▶ _Work required_:
Provide the number of lines in the records that hold the string "body", without any other words.

Source material Start Marker

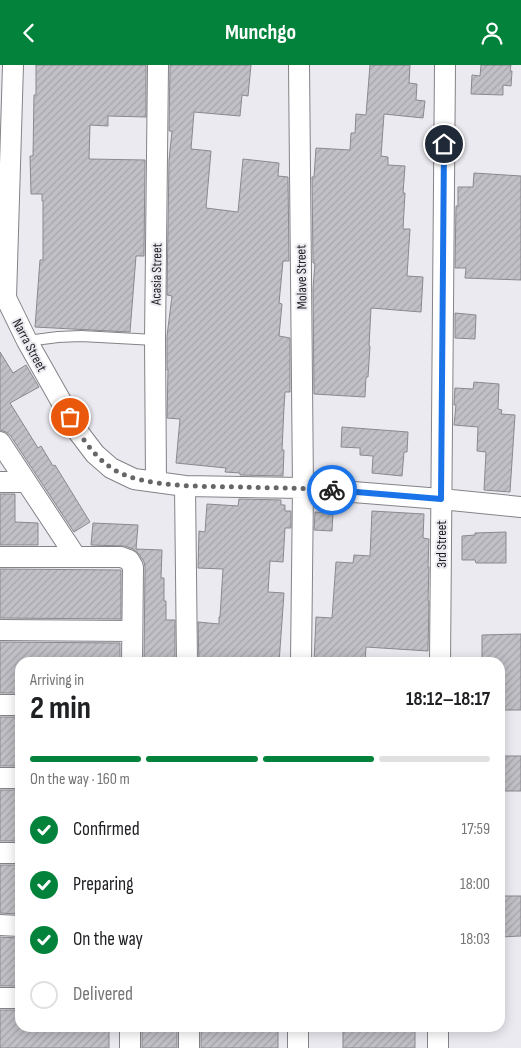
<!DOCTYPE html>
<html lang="en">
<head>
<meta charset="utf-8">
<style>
	:root { --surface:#fff; --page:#f6f6f6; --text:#202124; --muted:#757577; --line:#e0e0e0; --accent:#02823b }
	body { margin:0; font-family:"Sofia Sans Condensed",sans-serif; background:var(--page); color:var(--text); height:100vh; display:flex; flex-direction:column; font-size:19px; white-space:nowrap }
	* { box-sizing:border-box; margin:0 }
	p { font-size:16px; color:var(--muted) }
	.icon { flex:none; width:28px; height:28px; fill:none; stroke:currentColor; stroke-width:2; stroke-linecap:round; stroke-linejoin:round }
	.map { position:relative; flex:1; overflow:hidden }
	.details { position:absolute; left:15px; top:592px; width:490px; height:375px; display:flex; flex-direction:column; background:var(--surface); border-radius:15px; box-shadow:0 2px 12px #0003 }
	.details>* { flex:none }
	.pin { position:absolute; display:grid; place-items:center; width:42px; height:42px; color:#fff; margin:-21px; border:2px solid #fff; border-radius:50%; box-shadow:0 1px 5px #0007 }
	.courier { position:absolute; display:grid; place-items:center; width:50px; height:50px; margin:-25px; border:4px solid #1a73e8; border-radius:50%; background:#fff; color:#222; box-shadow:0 1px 6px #0007 }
	.headline em { font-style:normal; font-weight:700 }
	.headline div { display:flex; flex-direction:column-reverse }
	.headline { display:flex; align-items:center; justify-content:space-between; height:85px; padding:0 15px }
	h1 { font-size:32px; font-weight:700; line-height:38px }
	.bar { display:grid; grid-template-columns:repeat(4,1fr); gap:8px 5px; align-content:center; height:60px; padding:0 15px }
	.bar i { height:6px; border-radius:4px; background:var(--line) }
	.bar .on { background:var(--accent) }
	.bar p { grid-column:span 4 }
	ol { padding:0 15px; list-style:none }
	li { display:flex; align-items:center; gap:15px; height:55px }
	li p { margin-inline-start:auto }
	li .icon { padding:5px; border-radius:50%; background:var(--accent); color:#fff; stroke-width:4 }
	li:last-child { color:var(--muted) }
	li i { width:28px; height:28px; border:2px solid var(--line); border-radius:50% }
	header { display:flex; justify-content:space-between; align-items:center; height:65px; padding:0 15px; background:var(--accent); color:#fff; font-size:22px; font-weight:700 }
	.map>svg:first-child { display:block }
	.building { fill:url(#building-hatch); stroke:#89898e }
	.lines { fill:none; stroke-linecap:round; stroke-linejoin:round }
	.lane-casing { stroke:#838388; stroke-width:12 }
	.street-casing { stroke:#838388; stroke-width:22 }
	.lane { stroke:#fff; stroke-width:10 }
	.street { stroke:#fff; stroke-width:20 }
	.done { stroke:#666669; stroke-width:5; stroke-dasharray:0 9 }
	.route { stroke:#1a73e8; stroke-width:6 }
	.labels { text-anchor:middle; stroke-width:4; stroke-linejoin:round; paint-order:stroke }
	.street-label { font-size:14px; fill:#1f1f21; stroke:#eaeaf0 }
</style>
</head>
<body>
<header><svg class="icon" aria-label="back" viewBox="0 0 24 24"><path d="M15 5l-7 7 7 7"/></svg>Munchgo<svg class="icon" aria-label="person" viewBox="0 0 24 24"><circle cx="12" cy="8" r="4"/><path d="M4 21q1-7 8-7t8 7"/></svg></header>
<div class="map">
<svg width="521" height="983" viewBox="0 0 521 983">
	<defs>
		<pattern id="building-hatch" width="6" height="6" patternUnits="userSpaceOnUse" patternTransform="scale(1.25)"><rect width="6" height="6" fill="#c0c0c6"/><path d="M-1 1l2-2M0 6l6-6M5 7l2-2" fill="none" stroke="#a5a5aa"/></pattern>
	</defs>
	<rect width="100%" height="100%" fill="#eaeaf0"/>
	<path class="building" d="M36,0H146V52L108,51V61L90,60L89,94L145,95L144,191H136L130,267L72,264L35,262L40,195H43V136H42V129H31L30,91H33L34,30H36Z
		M170,0H251L248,31L242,30L240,51L194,47L191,84L211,86L206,143L238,147L243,94L279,98L278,111L288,112L289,196H283L279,238L282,239L279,271L290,273V327H285L284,342L282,385H284L283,411L240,410V408L225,407L226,403L176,398L180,354L167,353L168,305H167V271L172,231L167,230L169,95L172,66H169Z
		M370,0H410L409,18L417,19L416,35L425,36L423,53L384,49L381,91L388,92V100L405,101L403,128H405L403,164H410L407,211L423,212L421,247L371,243L369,281H370L368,312H366L365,332L314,329L313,223L315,198H313L312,112H314L316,83L350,85L351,68H355L356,49L366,50Z
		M481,0H511L510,6H512L511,21L503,20V30L471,29L472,10L480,11Z
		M474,108L521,111V215L465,213L466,203H455L456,141H458V122H473Z
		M455,248L476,250L475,274L455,273Z
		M0,287L13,308L26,300L39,322L10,338L38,383L41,381L53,401L55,400L90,457L74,467L10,370L6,367L0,365Z
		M474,317L499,319L498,344L502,345L501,349L515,350L510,427L484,425L486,387L477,386L478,362L454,360L456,340H454L455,323L473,324Z
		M342,362L408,367L407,387H404L402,411L372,408L373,391L360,390V383L341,382Z
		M0,429H15V457L38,458V480H0Z
		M239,434L281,435V440H285V446H291V463H285L283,497L270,496L268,527L284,528L279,598H199L198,557L219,559V552H220L223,504L198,503L199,466L205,467L207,439L238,441Z
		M372,446L424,449L423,473L429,474L428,502H429L428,536H429L428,586L366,582L365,598H314L316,552L332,553L336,497L353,498L354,490L370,491Z
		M315,447L333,448L332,466L314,465Z
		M93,458L138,460L136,484L162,485L161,513H164V536H166V555H175V598H144L145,502L144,497L139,489L133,484L125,481L91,480Z
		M506,467V498H476L475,495H462V471L475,470V468Z
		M0,504L121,505V554L0,553Z
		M521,569V645H500V598H482V570Z
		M0,577L120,578V598H20V606H18L19,628H0Z
		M0,652H20V678L18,679V701H0Z
		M500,691H521V726H500Z
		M0,725H18V776H0Z
		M0,800H19V802H20V826H18L19,849L0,848Z
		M500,831H521V871L500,872Z
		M0,872L17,873V904H19V921H0Z
		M0,945H19L20,962H109V983H0Z
		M142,962H177V983H142Z
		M201,962L278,964V983H201Z
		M415,962V983H343V963Z"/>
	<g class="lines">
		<defs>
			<path id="lane" d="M27,276L58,272L81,271L155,275"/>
			<path id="street" d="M13,0L6,233L27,276L79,368L95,389L111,403L134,414L185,421L303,423L441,434L521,442
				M299,0L303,423L301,598
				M0,377L76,492
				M0,417H26
				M156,417L155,275L158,0
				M185,421L187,598
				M0,492H121L129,495L133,502L132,598
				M0,565L132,566
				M440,598L445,0
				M0,640H20
				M0,713H20
				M0,788H20
				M0,860L20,861
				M0,933H20
				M189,962V983
				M130,983V962
				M298,983V962
				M438,983V962"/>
		</defs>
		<use href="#lane" class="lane-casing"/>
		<use href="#street" class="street-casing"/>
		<use href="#lane" class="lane"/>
		<use href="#street" class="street"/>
	</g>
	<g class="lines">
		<path class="done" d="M70,352C80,371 93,390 110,402C140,424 208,421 244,422C273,423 302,423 332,425"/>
		<path class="route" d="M332,425L441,434L444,79"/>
	</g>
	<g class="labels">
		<g class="street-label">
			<text transform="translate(156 209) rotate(-89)" y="5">Acasia Street</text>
			<text transform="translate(301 212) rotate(-91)" y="5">Molave Street</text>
			<text transform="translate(30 280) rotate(62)" y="5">Narra Street</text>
			<text transform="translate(441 479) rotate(-90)" y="5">3rd Street</text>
		</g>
	</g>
</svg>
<div class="pin" style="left:70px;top:352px;background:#ea580c"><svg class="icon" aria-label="bag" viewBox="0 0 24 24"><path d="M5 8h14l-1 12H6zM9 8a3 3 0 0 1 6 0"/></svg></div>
<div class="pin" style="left:444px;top:79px;background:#1f2937"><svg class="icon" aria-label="home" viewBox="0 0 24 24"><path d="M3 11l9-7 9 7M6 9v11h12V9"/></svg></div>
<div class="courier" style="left:332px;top:425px"><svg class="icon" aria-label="bike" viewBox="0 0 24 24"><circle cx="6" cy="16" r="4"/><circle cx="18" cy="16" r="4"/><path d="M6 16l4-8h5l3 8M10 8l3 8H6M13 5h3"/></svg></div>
<section class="details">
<div class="headline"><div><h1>2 min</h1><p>Arriving in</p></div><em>18:12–18:17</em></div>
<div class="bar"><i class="on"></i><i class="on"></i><i class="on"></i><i></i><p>On the way · 160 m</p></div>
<ol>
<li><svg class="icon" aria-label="check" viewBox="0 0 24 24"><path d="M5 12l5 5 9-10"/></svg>Confirmed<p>17:59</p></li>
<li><svg class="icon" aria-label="check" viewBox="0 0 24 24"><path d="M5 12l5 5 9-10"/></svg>Preparing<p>18:00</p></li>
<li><svg class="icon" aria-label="check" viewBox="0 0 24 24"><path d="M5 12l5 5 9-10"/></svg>On the way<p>18:03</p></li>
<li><i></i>Delivered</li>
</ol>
</section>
</div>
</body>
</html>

Source material End Marker

▶ _Answer space_:
3